En mi casa, lleva una vida muy tranquila. Hacemos las salidas a la calle puntualmente, tres al día, pero el resto del tiempo anda por los cuartos, curioseándolo todo. Se tumba cerca para dormitar, con un sueño tan ligero que, con cualquier movimiento mío o con el sonido de una hoja de papel, se despierta, se pone de pie como un resorte, y me mira. Al momento vuelve a tumbarse, tras haber comprobado que todo está en orden.
O se viene a mi butaca y levanta sus bracitos para que le aúpe:
—Ven conmigo, pequeñajete.
Le cojo en el aire y me lo pongo encima. Está a gusto formando una bola peluda.
Le hago caricias suaves, largas, espaciadas, simétricas, hasta que cierra los ojos complacido y se duerme un buen rato.
—Botón, qué buena siestecita. Hasta has roncado un poco.
Si mira al suelo entre mis rodillas, es que ya quiere bajarse.
Mientras me afeito en el cuarto de baño, va a buscar su pelotita. Siempre hace lo mismo: la trae, se asoma a la bañera vacía y la suelta dentro. Le divierte verla rodar sin control hasta que se para. Permanece quieto, observándola.

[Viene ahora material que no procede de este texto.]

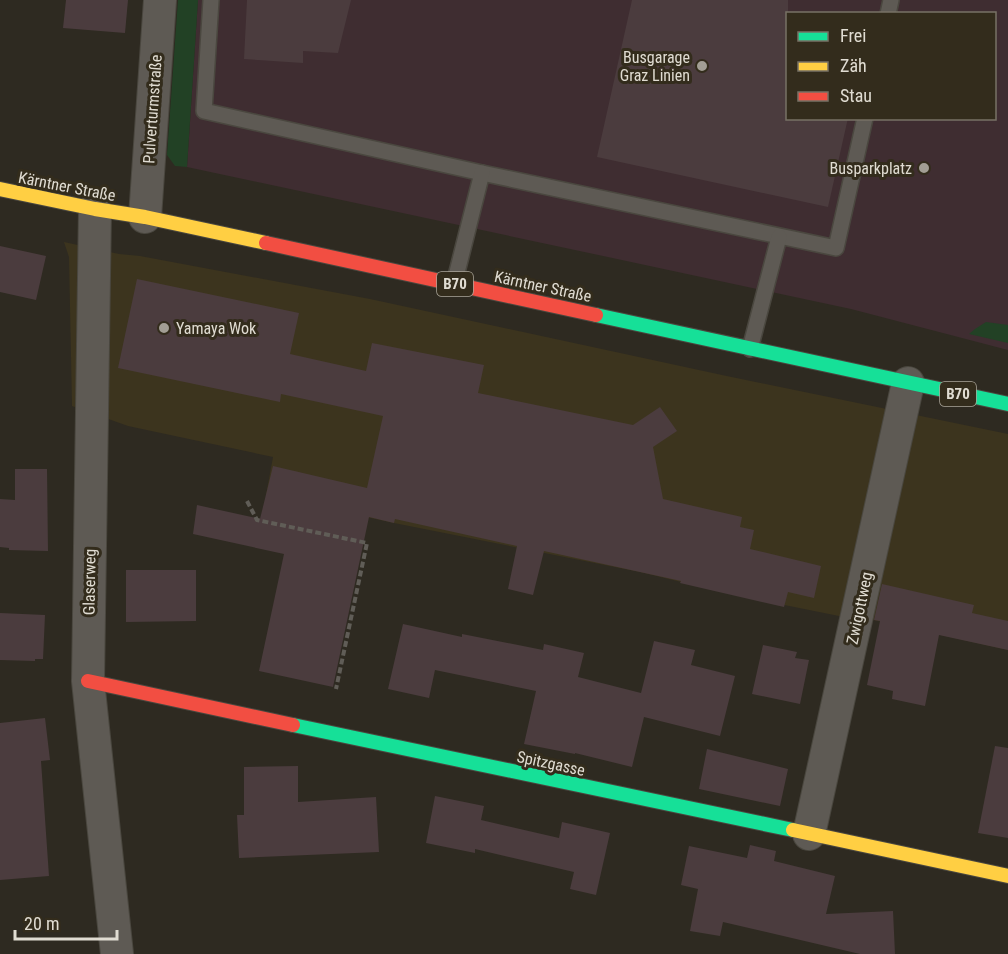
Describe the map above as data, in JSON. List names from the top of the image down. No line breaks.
{"streets":{"main road":["Kärntner Straße","B70","Spitzgasse"],"street":["Pulverturmstraße","Glaserweg","Zwigottweg"]},"crossings":[["Pulverturmstraße","Kärntner Straße"],["Kärntner Straße","Glaserweg"],["Kärntner Straße","Zwigottweg"],["Glaserweg","Spitzgasse"],["Zwigottweg","Spitzgasse"]],"places":["Busgarage Graz Linien","Busparkplatz","Yamaya Wok"],"legend":["Frei","Zäh","Stau"],"scale_bar":"20 m"}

—Botón, ¿has tirado tu pelotita?
Él espera, porque sabe que la cogeré y se la echaré al pasillo. Va a buscarla con prisa, y la trae para volverla a soltar en la bañera. Y así sucesivamente, juega sin cansarse. Si tarda en traerla, es que no la encuentra o no puede alcanzarla. Le veo mirar debajo de los muebles. Se tumba en el suelo y alarga una pata debajo del armario, hasta tocarla. Si logra moverla y que ruede fuera, la coge con la boca. Me enorgullezco de lo inteligente que es.
—Muy bien, Botonete.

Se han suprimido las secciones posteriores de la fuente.